→ INFORMATION
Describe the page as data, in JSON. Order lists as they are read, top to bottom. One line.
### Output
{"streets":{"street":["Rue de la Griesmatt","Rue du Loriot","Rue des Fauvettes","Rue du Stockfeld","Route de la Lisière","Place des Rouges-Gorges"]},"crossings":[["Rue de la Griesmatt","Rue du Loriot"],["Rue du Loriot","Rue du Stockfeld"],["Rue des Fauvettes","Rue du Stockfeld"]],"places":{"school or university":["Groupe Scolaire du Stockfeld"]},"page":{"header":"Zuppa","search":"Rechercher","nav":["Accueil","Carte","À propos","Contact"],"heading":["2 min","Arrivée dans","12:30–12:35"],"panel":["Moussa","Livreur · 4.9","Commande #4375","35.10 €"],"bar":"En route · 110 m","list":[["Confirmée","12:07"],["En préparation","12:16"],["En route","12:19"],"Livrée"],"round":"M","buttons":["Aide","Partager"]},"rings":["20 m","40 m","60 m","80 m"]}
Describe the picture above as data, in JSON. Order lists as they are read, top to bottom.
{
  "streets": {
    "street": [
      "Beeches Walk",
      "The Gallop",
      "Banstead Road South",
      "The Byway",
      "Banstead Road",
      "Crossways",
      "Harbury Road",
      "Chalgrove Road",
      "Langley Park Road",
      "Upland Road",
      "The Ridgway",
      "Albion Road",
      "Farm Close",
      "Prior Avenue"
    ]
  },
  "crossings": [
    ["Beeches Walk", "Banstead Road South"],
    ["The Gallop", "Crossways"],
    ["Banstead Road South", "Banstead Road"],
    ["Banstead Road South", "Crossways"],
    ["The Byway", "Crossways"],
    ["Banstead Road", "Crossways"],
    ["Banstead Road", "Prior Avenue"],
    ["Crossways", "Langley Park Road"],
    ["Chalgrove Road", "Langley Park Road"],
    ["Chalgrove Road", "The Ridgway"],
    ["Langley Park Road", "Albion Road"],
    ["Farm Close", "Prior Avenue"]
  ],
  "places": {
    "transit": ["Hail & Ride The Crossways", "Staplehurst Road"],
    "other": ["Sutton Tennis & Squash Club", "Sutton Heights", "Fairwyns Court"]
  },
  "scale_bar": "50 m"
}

→ DIRECTIONS FOR THIS TASK
Copy the data exactly. Leave nothing out.

→ RESPONSE TO THIS TASK
Describe the page as data, in JSON. Order lists as they are read, top to bottom. One line.
### Output
{"streets":{"street":["Rue de la Griesmatt","Rue du Loriot","Rue des Fauvettes","Rue du Stockfeld","Route de la Lisière","Place des Rouges-Gorges"]},"crossings":[["Rue de la Griesmatt","Rue du Loriot"],["Rue du Loriot","Rue du Stockfeld"],["Rue des Fauvettes","Rue du Stockfeld"]],"places":{"school or university":["Groupe Scolaire du Stockfeld"]},"page":{"header":"Zuppa","search":"Rechercher","nav":["Accueil","Carte","À propos","Contact"],"heading":["2 min","Arrivée dans","12:30–12:35"],"panel":["Moussa","Livreur · 4.9","Commande #4375","35.10 €"],"bar":"En route · 110 m","list":[["Confirmée","12:07"],["En préparation","12:16"],["En route","12:19"],"Livrée"],"round":"M","buttons":["Aide","Partager"]},"rings":["20 m","40 m","60 m","80 m"]}
Describe the picture above as data, in JSON. Order lists as they are read, top to bottom.
{
  "streets": {
    "street": [
      "Beeches Walk",
      "The Gallop",
      "Banstead Road South",
      "The Byway",
      "Banstead Road",
      "Crossways",
      "Harbury Road",
      "Chalgrove Road",
      "Langley Park Road",
      "Upland Road",
      "The Ridgway",
      "Albion Road",
      "Farm Close",
      "Prior Avenue"
    ]
  },
  "crossings": [
    ["Beeches Walk", "Banstead Road South"],
    ["The Gallop", "Crossways"],
    ["Banstead Road South", "Banstead Road"],
    ["Banstead Road South", "Crossways"],
    ["The Byway", "Crossways"],
    ["Banstead Road", "Crossways"],
    ["Banstead Road", "Prior Avenue"],
    ["Crossways", "Langley Park Road"],
    ["Chalgrove Road", "Langley Park Road"],
    ["Chalgrove Road", "The Ridgway"],
    ["Langley Park Road", "Albion Road"],
    ["Farm Close", "Prior Avenue"]
  ],
  "places": {
    "transit": ["Hail & Ride The Crossways", "Staplehurst Road"],
    "other": ["Sutton Tennis & Squash Club", "Sutton Heights", "Fairwyns Court"]
  },
  "scale_bar": "50 m"
}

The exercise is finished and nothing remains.